Dans ce contexte où, pratiquement depuis la naissance de la République Fédérale Allemande, deux grands partis alternent à la tête de l'État, le seul élément nouveau est l'émergence électorale d'un parti qui est parfois classé par la presse comme étant «d'extrême gauche». Il s'agit du Parti de Gauche, né en juillet dernier de la transformation du Parti du Socialisme Démocratique (PDS), lui-même héritier de l'ancien parti stalinien est-allemand. Ce changement de nom lui a permis d'accueillir sur ses listes un certain nombre de représentants de l'Alternative Electorale -Travail et Justice Sociale (WASG), une nouvelle formation créée par d'anciens cadres syndicaux ou du SPD.
En tout cas les sondages attribuent au Parti de Gauche un score compris entre 8 et 12%. Ce serait la première fois depuis longtemps qu'un parti qui, sur l'échiquier politique, apparaît à la gauche du SPD, réaliserait un score non négligeable. Par exemple, en 1949, lors des premières élections au Bundestag, le Parti Communiste n'avait obtenu que 5,7% des suffrages, un score qu'il n'a jamais égalé par la suite.
Et si un certain nombre de travailleurs voient, en votant pour le Parti de Gauche, le moyen d'exprimer leur mécontentement vis-à-vis de la politique du SPD, d'autres espèrent aussi la création d'un parti qui s'oppose véritablement aux attaques antiouvrières menées ces dernières années par le gouvernement.
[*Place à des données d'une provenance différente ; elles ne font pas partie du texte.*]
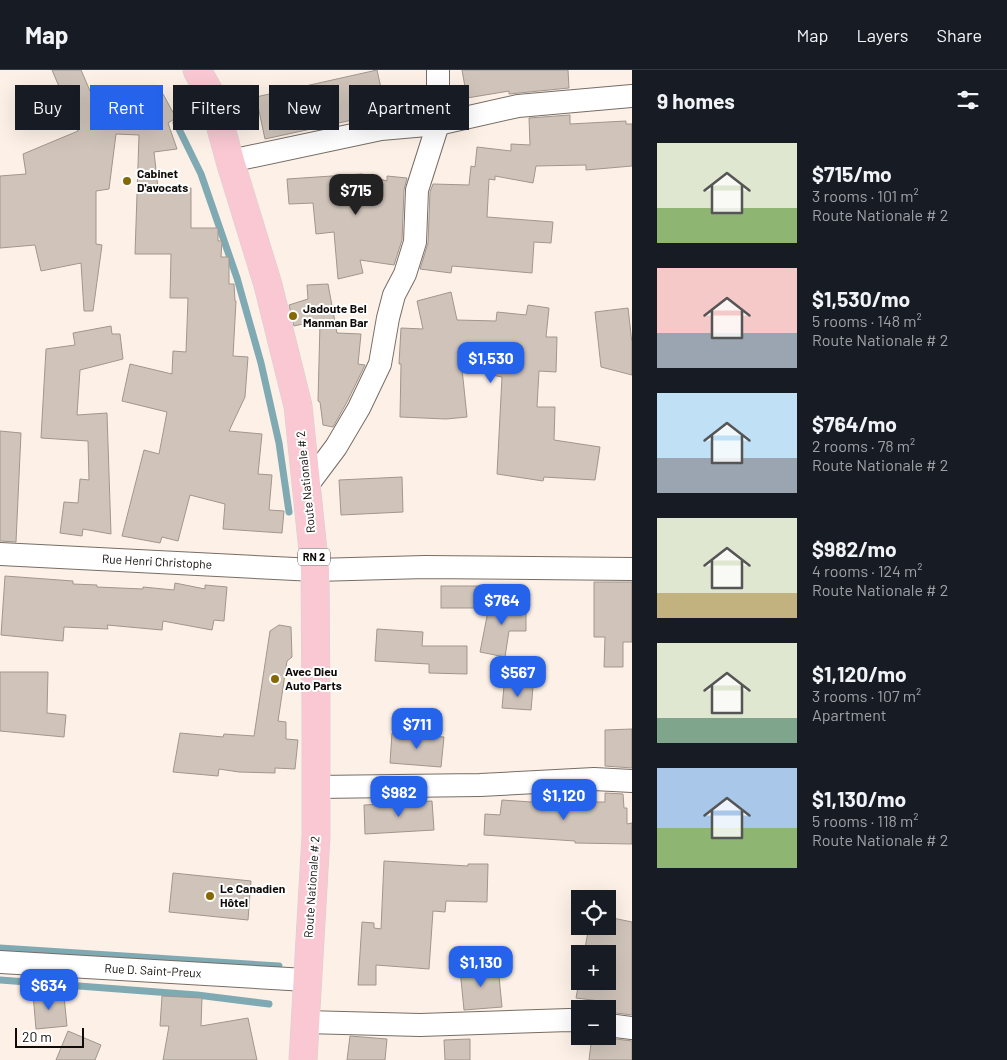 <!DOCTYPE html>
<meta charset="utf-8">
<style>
:root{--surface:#171b24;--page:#20242c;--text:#f1f3f6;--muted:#9ea1a6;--line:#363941;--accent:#2563eb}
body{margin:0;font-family:Barlow,sans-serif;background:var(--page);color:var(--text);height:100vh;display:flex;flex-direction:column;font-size:19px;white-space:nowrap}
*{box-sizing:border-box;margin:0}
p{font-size:16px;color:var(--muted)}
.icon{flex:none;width:28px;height:28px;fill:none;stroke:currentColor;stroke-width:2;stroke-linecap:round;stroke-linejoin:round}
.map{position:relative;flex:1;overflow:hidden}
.side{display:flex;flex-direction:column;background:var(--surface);width:375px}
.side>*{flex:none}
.guide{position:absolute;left:15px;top:15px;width:475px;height:45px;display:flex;gap:10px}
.controls{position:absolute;left:571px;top:820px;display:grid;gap:10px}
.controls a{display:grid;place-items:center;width:45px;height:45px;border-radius:0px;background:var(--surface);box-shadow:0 5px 20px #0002;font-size:25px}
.scale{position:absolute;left:15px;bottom:12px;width:69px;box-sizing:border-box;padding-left:5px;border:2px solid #0f0b08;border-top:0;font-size:14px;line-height:18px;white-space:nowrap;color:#0f0b08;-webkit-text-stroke:4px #fff;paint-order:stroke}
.price{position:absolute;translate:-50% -42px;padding:0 11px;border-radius:10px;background:var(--accent);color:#fff;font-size:16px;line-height:32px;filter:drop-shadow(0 1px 2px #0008)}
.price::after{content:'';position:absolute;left:50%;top:30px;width:15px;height:11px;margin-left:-8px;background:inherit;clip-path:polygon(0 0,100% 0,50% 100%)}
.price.active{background:#222;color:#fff}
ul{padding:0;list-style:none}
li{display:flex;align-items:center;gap:15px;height:125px;padding:0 25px}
li span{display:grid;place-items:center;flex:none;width:140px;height:100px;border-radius:0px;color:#555}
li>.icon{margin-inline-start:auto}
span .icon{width:60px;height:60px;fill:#fffc;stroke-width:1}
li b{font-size:21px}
h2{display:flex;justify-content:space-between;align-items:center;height:60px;padding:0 25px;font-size:21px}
.pill{padding:0 18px;border-radius:0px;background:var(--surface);box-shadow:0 5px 20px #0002;font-size:18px;line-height:45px}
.pill.active{background:var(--accent);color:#fff}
header{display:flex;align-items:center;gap:30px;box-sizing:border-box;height:70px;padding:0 25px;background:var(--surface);border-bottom:1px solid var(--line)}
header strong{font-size:24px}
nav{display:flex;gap:28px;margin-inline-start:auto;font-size:18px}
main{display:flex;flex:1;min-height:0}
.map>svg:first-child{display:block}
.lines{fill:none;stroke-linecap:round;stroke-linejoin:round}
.stream{stroke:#7faab3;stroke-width:7}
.building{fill:#d0c4ba;stroke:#a1968d}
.street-casing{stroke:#776d64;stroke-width:24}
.primary-casing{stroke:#d4d3d3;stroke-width:29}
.street{stroke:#fff;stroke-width:22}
.primary{stroke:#f9c8d2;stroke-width:28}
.poi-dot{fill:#866905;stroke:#fff;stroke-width:2}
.labels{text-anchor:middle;stroke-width:4;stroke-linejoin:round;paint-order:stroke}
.shield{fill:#fff;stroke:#575452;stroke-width:1}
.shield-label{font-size:11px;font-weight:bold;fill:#0f0b08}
.poi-label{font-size:12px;font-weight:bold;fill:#0f0b08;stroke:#fff;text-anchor:start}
.street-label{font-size:12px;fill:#0f0b08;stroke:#fff}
</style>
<header>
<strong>Map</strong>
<nav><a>Map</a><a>Layers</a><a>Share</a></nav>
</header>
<main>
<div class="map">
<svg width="632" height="990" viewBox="0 0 632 990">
<rect width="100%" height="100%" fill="#fdf1e7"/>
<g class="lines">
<g class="stream">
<polyline points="176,53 201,104 237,208 261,293 279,373 289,442"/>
<polyline points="0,878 279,896"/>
<polyline points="0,910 197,925 269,934"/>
</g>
</g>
<g class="building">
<polygon points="52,0 81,0 100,44 163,24 176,48 168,53 177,79 154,82 158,118 191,118 191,158 218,158 218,171 222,171 221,187 229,187 229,214 234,214 235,231 236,231 233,286 248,287 245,327 229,361 262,364 258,404 272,405 269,440 284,441 282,463 223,459 225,434 190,425 178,471 162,467 160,473 122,466 144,380 159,384 167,342 122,331 130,294 172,304 173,281 186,282 188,228 170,228 171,184 135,184 139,65 116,64 109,119 96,121 96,174 102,175 93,241 84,241 81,193 41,201 35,175 0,178 0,106 26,104 23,84 78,61"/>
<polygon points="377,0 386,40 366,45 366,47 265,69 256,27"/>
<polygon points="462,0 568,0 569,18 509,24 509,21 467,28"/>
<polygon points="570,45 570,54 626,51 626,54 632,54 632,96 586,100 586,95 536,96 533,113 495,106 495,110 489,109 487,147 553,152 551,173 534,172 532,203 452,196 451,203 420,199 428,173 430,122 433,114 469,115 471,96 475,97 477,77 511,81 511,74 530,75 529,48"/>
<polygon points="362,104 387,111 387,106 407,108 404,120 402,170 394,195 360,190 363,203 338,209 334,162 316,164 313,133 289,134 287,109"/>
<polygon points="328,214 337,263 361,264 358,294 365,295 347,332 333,357 323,355 320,332 318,331 320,253 307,256 307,253 294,256 289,235 308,229 307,215"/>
<polygon points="451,222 457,250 496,251 497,242 526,245 528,235 549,238 546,267 557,267 556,302 539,301 537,337 555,337 554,370 600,377 595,410 544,407 543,411 497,404 502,307 462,299 467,347 446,349 400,347 401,294 399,294 401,258 423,259 417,231"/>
<polygon points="628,238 632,273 632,305 601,297 595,242"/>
<polygon points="111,256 112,264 120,264 123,289 80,300 77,345 107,343 111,464 83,459 82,466 60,463 64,432 78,433 80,409 89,410 88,371 41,368 46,279 75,275 73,263"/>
<polygon points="0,361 21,363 16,472 0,471"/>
<polygon points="402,407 403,442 341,445 339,410"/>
<polygon points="5,506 73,511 73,514 97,515 97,517 143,519 143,517 174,520 175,513 205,519 205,515 227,517 224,551 214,550 212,560 163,551 162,560 107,555 108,559 64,557 63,571 1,565"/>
<polygon points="594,512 632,512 632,572 623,572 623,597 604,597 605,567 594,567"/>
<rect x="441" y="516" width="38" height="22"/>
<polygon points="490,531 526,532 526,561 509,561 505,587 480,582"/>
<polygon points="279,555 291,557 292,587 287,591 278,651 286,652 286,669 298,670 295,699 275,698 275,703 239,702 219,699 218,706 173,702 180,663 223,667 224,664 254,666 270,561"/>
<polygon points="377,559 423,562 422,576 467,576 467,604 429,603 429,594 375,591"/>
<polygon points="0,602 48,602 47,643 66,645 64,667 0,661"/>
<polygon points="504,616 533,617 531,640 502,638"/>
<polygon points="632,659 632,698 605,696 605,660"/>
<polygon points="392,663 444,667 441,697 390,693"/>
<polygon points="605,723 623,724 624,738 627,738 627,754 632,753 632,774 575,773 575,771 484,765 485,744 500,745 502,730 575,735 575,732 605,732"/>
<polygon points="432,731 434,760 365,764 364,735"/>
<polygon points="384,791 468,796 468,794 488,794 487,832 446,831 445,842 433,841 429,899 376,895 376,915 358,915 362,852 374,853 374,858 381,859"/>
<polygon points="173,803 251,811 248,850 169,842"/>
<polygon points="608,847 632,852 632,945 608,942 608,932 576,928 580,906 580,911 608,911 608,884 584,884 589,856 608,856"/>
<polygon points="498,896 502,937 464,940 460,899"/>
<polygon points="52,922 52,927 64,926 67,956 36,959 33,924"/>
<polygon points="162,926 202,928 201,956 248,948 257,990 163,990 169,956 160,956"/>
<polygon points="68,961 101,975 95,990 56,990"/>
<polygon points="350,966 387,969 385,990 347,990"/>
<polygon points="592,966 632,971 632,990 589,990"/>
<polygon points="470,969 470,990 445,990 444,970"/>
</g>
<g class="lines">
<defs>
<g id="street">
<polyline points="230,91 381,59 438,54 518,36 632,26"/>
<polyline points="306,417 336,377 359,338 380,294 388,248 394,225 405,204 415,172 417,120 438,54 438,0"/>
<polyline points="0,484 315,500 425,497 632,499"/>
<polyline points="316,717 480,715 594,709 632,711"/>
<polyline points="0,892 306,910"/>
<polyline points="305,952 420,955 569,950 580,951"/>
<polyline points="608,955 632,958"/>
</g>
<polyline id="primary" points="197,0 213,29 230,91 268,215 298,336 315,500 316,639 316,766 303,990"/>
</defs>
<use href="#street" class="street-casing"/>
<use href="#primary" class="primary-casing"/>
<use href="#street" class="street"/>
<use href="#primary" class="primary"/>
</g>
<g class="poi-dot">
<circle cx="127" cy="111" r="5"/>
<circle cx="293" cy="246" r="5"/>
<circle cx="275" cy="609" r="5"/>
<circle cx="210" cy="826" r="5"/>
</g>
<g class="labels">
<rect class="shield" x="298" y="478.5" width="32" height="17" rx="4"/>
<g class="shield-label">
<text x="314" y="491">RN 2</text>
</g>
<g class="poi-label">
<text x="137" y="108">Cabinet<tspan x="137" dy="14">D'avocats</tspan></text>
<text x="303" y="243">Jadoute Bel<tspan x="303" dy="14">Manman Bar</tspan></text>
<text x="285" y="606">Avec Dieu<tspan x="285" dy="14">Auto Parts</tspan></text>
<text x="220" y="823">Le Canadien<tspan x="220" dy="14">Hôtel</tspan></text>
</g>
<g class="street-label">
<text transform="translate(306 412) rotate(-96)" y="4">Route Nationale # 2</text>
<text transform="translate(157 492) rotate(3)" y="4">Rue Henri Christophe</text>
<text transform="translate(312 817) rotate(-86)" y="4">Route Nationale # 2</text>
<text transform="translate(153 901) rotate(3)" y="4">Rue D. Saint-Preux</text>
</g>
</g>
</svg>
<div class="controls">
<a><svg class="icon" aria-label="locate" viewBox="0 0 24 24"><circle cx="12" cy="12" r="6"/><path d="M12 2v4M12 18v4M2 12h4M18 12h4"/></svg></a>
<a>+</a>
<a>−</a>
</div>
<div class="scale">20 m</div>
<b class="price active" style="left:356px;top:146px">$715</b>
<b class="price" style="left:491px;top:314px">$1,530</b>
<b class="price" style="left:502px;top:556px">$764</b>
<b class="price" style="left:518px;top:628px">$567</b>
<b class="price" style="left:417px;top:680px">$711</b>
<b class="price" style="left:399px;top:748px">$982</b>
<b class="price" style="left:564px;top:751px">$1,120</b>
<b class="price" style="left:481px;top:918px">$1,130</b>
<b class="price" style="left:49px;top:941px">$634</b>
<div class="guide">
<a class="pill">Buy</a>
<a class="pill active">Rent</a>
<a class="pill">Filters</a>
<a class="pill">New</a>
<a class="pill">Apartment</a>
</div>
</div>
<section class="side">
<h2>9 homes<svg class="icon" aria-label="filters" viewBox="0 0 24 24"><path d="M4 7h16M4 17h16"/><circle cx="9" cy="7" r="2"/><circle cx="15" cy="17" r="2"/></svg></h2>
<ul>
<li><span style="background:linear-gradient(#dfe7d0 65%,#8fb573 0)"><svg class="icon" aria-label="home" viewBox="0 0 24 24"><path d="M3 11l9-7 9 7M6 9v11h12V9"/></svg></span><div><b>$715/mo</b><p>3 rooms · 101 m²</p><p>Route Nationale # 2</p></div></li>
<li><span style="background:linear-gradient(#f6c9c9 65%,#9aa5b1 0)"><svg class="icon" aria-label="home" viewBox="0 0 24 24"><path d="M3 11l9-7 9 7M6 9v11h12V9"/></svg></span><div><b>$1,530/mo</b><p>5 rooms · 148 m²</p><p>Route Nationale # 2</p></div></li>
<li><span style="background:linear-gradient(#bfe0f5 65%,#9aa5b1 0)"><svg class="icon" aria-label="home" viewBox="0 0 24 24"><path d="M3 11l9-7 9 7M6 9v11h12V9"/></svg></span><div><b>$764/mo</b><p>2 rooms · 78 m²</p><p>Route Nationale # 2</p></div></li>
<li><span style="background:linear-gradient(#dfe7d0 75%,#c2b280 0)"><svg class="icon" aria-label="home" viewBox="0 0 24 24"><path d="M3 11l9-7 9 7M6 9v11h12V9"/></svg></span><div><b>$982/mo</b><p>4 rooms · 124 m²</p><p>Route Nationale # 2</p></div></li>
<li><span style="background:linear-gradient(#dfe7d0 75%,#7fa58c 0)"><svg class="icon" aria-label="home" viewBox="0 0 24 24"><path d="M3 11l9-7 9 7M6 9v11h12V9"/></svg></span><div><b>$1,120/mo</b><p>3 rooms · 107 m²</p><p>Apartment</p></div></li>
<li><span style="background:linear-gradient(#a9c7e8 60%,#8fb573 0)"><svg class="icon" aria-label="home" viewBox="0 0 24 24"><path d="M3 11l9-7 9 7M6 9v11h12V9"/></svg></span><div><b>$1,130/mo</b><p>5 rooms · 118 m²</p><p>Route Nationale # 2</p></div></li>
</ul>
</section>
</main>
Mais ce serait une illusion d'attendre cela.
D'abord parce que, s'ils emploient aujourd'hui un langage radical (en réclamant par exemple un salaire minimum -inexistant en Allemagne- de 1400 euros brut), le passé des deux partis qui composent le Parti de Gauche ne témoigne pas pour leur engagement sans faille dans le camp des travailleurs. Les responsables de la WASG ont ainsi pris tout leur temps pour rompre avec le SPD. C'est pourtant dès son arrivée au pouvoir en 1998 que ce dernier a mené une politique en faveur des possédants. Mais ils ont attendu que les résultats électoraux catastrophiques se multiplient pour quitter le navire. Et ils se sont donné, en la personne d'Oskar Lafontaine, ancien président du SPD, ancien ministre-président de Sarre, ancien ministre des Finances de Gerhard Schröder, un leader qui est tout sauf un défenseur du monde du travail. Le même Lafontaine n'exclut d'ailleurs pas de soutenir ou de participer à l'avenir au gouvernement avec le SPD. Lorsque celui-ci, après une cure dans l'opposition, aura retrouvé des accents un peu plus radicaux? Quant au PDS, là où il participe au pouvoir, à Berlin ou dans le Land de Mecklembourg-Poméranie Occidentale, il mène la même politique que le SPD, de réductions des services publics au détriment de la population laborieuse.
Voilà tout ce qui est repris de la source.